What is treatment like?
Similar to other injectables, a topical numbing cream will be applied for 20 to 30 minutes before the procedure. Dr. Rokhsar will then inject a customized amount of Dysport into the areas of concern. After the procedure, mild swelling, bruising, redness, or tenderness may appear and is temporary.
How often can I get Dysport injections?
It is recommended to separate Dysport injections by 90 days. Clinical studies have found that four repeated treatments yielded the best results.
What are the risks?
Risks include a slight headache, nausea, hematoma, facial pain, and ptosis (a drooping eyelid) for up to 4 weeks, or flu-like symptoms.
Am I a good candidate?
Almost everyone is eligible for Dysport. However, it is important to talk to Dr. Rokhsar about any medical conditions you may have, especially if you are pregnant, planning on becoming pregnant, or have a neurological or chronic disease.
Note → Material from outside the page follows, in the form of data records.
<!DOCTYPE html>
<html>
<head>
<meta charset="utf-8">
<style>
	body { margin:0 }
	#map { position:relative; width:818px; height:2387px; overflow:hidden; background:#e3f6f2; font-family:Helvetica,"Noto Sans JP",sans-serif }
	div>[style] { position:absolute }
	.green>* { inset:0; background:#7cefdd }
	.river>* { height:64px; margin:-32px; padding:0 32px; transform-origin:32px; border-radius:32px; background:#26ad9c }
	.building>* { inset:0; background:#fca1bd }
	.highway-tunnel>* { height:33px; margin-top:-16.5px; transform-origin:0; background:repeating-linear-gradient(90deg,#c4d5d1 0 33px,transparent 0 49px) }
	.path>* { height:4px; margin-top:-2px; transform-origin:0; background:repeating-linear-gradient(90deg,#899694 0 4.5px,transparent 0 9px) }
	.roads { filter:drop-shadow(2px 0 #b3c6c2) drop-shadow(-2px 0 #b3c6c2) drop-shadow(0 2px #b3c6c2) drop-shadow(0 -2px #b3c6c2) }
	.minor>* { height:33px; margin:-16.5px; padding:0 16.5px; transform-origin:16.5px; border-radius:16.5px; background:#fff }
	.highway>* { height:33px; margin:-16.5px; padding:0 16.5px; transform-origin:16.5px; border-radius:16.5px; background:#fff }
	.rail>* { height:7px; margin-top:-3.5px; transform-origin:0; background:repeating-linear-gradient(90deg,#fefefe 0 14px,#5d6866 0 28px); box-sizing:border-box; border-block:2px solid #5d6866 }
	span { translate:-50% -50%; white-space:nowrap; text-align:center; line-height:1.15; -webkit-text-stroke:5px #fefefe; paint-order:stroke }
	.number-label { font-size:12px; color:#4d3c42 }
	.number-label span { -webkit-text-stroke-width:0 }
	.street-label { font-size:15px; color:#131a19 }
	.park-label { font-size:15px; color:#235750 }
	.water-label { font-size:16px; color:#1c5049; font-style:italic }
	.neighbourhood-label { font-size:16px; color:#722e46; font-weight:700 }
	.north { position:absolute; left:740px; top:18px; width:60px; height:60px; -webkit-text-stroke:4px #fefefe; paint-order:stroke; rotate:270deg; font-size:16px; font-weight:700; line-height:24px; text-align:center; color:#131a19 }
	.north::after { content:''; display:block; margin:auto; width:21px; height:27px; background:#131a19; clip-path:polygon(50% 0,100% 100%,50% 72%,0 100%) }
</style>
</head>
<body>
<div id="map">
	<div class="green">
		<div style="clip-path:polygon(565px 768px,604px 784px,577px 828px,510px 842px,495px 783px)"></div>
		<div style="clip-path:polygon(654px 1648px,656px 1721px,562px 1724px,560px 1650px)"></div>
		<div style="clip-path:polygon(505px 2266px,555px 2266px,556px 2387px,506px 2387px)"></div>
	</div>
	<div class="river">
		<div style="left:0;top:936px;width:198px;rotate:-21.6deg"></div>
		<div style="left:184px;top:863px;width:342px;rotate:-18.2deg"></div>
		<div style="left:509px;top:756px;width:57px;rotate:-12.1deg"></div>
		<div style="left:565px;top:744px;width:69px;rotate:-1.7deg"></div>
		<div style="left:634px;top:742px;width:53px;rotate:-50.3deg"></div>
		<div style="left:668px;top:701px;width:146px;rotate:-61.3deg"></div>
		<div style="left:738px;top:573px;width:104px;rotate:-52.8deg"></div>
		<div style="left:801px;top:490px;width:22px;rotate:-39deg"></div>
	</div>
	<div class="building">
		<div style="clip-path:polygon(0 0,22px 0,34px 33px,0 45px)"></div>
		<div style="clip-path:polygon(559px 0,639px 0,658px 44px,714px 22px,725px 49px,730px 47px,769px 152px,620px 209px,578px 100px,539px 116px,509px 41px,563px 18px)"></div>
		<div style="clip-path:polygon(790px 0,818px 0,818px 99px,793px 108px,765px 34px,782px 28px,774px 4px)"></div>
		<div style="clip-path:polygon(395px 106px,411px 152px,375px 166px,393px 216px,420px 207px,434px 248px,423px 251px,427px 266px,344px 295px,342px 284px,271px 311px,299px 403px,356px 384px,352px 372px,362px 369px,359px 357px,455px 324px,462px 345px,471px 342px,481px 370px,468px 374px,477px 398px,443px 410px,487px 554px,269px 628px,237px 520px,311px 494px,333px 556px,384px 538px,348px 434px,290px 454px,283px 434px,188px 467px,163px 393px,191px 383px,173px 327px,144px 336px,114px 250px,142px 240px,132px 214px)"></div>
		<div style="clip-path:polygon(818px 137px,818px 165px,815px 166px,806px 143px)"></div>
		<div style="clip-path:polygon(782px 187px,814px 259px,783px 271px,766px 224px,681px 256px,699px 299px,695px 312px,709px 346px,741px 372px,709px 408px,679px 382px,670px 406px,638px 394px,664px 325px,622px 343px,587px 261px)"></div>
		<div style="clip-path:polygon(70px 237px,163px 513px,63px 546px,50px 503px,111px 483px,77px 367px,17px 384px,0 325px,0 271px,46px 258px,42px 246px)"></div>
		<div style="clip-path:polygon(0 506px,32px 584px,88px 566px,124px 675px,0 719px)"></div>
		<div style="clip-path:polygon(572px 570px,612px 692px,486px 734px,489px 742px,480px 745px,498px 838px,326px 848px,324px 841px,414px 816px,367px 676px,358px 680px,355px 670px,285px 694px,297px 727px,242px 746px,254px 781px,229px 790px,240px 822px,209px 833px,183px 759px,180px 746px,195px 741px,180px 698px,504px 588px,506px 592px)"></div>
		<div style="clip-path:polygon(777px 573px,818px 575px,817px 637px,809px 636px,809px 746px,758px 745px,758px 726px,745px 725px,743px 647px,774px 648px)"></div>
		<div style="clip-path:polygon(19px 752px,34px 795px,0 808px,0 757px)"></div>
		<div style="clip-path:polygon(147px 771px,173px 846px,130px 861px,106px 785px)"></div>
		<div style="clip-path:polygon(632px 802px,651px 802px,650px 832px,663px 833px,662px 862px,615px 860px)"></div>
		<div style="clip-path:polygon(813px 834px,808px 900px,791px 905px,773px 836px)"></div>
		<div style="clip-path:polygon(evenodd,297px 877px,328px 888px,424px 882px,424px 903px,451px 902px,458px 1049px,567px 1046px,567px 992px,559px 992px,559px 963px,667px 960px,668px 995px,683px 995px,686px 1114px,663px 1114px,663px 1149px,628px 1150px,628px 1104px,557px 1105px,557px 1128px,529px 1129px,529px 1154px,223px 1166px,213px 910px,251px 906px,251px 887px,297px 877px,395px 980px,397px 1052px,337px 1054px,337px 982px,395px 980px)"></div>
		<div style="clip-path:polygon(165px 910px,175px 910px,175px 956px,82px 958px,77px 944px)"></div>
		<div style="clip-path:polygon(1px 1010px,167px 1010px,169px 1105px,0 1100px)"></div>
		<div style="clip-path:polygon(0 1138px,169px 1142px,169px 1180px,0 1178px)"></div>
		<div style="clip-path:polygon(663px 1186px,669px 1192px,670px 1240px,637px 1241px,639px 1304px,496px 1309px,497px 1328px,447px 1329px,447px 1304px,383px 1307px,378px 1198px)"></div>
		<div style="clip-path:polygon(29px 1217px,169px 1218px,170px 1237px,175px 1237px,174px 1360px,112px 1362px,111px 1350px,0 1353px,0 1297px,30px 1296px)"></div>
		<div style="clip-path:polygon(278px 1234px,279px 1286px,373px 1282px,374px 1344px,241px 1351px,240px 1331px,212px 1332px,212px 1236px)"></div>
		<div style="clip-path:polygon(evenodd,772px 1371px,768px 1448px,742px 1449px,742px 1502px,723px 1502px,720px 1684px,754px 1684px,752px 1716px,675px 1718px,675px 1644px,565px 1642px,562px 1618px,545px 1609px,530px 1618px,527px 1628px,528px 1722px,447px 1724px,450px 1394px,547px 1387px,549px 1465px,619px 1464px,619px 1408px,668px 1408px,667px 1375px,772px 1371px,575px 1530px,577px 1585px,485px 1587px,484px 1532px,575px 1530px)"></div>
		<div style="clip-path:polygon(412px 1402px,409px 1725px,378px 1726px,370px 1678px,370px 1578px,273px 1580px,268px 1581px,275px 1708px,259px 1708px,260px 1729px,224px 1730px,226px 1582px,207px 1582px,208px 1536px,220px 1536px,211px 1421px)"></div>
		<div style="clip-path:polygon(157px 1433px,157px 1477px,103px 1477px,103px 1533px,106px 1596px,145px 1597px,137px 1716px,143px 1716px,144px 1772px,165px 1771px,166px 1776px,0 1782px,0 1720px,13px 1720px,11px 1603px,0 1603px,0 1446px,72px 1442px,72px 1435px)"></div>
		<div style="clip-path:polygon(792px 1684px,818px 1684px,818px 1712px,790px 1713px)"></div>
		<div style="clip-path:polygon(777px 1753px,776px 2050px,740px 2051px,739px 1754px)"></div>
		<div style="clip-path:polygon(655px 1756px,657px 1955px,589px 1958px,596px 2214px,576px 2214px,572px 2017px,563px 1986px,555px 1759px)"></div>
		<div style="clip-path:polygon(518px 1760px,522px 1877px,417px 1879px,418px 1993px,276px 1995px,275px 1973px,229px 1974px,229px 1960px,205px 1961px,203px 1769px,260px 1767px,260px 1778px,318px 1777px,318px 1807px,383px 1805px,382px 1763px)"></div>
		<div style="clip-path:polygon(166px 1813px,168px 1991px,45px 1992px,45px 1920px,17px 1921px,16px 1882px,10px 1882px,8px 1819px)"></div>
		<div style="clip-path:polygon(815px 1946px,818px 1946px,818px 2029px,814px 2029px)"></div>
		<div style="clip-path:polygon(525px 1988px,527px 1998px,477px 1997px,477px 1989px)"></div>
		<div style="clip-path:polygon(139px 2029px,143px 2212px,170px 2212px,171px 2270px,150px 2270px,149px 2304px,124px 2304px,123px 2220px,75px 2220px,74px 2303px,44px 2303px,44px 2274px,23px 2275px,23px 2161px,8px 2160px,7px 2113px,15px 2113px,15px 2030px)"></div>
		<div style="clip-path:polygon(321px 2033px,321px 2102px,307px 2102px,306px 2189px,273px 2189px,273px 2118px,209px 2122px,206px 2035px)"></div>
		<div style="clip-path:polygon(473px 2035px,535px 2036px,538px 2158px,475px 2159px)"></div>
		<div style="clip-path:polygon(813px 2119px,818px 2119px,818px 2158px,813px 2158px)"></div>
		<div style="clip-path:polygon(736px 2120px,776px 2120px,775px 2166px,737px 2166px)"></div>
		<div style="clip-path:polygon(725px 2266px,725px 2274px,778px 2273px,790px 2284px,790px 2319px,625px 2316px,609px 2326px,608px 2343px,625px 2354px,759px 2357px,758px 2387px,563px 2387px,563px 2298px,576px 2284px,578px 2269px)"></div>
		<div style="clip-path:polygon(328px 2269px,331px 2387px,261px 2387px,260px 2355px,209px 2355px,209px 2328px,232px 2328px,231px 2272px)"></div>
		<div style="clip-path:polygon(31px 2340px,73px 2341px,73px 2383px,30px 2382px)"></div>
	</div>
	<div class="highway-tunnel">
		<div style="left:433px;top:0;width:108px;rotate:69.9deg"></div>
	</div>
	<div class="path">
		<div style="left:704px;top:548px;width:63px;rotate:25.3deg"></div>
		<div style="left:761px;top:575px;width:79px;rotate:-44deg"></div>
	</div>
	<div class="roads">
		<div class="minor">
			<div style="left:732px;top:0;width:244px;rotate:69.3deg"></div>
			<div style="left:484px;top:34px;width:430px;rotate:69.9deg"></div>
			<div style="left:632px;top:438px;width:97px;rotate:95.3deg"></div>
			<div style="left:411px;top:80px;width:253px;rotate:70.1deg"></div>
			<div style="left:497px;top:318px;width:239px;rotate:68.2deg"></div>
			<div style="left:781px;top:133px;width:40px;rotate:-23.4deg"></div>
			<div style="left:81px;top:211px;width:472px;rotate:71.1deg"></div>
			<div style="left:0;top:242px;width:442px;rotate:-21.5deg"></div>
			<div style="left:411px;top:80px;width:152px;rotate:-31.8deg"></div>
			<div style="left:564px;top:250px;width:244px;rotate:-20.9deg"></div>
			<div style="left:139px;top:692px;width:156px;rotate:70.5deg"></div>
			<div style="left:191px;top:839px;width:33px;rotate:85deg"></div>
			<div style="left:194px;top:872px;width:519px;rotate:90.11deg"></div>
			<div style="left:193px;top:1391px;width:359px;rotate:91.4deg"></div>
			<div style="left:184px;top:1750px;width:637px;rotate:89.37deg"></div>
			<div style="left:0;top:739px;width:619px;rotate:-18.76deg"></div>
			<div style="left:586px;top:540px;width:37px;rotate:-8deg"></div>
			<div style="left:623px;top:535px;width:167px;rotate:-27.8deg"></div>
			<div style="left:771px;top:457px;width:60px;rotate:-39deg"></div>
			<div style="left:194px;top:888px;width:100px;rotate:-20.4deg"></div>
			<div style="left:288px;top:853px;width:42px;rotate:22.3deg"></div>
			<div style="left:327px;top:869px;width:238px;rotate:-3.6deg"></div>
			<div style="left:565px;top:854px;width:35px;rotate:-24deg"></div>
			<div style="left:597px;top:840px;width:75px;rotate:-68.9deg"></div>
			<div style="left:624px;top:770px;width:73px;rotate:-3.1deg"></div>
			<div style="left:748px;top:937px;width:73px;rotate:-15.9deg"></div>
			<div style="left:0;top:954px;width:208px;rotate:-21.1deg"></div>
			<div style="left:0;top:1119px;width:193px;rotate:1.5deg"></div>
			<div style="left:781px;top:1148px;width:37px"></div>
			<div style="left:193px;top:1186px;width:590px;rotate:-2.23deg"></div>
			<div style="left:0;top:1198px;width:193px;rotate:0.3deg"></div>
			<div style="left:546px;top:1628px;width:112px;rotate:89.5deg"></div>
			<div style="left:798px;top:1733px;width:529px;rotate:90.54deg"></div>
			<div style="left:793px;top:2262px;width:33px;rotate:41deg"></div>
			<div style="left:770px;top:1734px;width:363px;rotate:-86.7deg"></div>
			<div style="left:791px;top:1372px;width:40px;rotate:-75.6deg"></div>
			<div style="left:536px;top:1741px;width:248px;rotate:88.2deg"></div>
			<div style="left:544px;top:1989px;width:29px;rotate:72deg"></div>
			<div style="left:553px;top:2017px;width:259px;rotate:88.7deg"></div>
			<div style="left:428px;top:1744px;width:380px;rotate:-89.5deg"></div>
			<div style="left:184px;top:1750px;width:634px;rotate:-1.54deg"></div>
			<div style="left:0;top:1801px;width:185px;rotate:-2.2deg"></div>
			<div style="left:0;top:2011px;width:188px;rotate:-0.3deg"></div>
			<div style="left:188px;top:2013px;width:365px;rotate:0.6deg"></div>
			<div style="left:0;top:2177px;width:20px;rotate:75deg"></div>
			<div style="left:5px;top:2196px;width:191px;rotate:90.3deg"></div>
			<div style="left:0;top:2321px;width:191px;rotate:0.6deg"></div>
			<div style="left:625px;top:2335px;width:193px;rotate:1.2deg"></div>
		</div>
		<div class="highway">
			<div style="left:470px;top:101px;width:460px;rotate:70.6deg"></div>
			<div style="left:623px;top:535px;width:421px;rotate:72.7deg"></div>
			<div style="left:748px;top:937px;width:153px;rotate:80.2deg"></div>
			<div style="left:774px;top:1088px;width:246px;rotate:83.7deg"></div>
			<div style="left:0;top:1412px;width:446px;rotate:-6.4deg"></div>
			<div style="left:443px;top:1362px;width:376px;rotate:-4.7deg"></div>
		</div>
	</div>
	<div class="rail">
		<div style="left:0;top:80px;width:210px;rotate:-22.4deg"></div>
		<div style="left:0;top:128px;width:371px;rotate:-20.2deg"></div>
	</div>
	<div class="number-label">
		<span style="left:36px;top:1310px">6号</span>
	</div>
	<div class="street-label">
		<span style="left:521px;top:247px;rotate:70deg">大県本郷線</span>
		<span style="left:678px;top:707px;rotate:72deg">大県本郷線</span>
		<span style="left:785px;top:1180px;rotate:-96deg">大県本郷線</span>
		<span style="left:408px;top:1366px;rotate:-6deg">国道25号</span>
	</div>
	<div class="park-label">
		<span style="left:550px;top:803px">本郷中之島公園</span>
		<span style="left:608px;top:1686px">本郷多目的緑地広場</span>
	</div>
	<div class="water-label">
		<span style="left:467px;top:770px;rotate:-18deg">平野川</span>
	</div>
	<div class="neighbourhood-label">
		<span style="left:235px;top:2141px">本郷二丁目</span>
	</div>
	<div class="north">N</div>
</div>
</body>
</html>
What are the side effects of Dysport?
Dysport can cause some side effects that are rare among patients, however the most common and minimalistic side effects are nose and throat irritation, headache, injection site soreness, eyelid swelling, sinus inflammation and nausea and most uncommonly; swallowing or breathing problems.
How much will Dysport cost?
The cost of Dysport is usually less than Botox, however more product is required, making the cost difference sometimes irrelevant.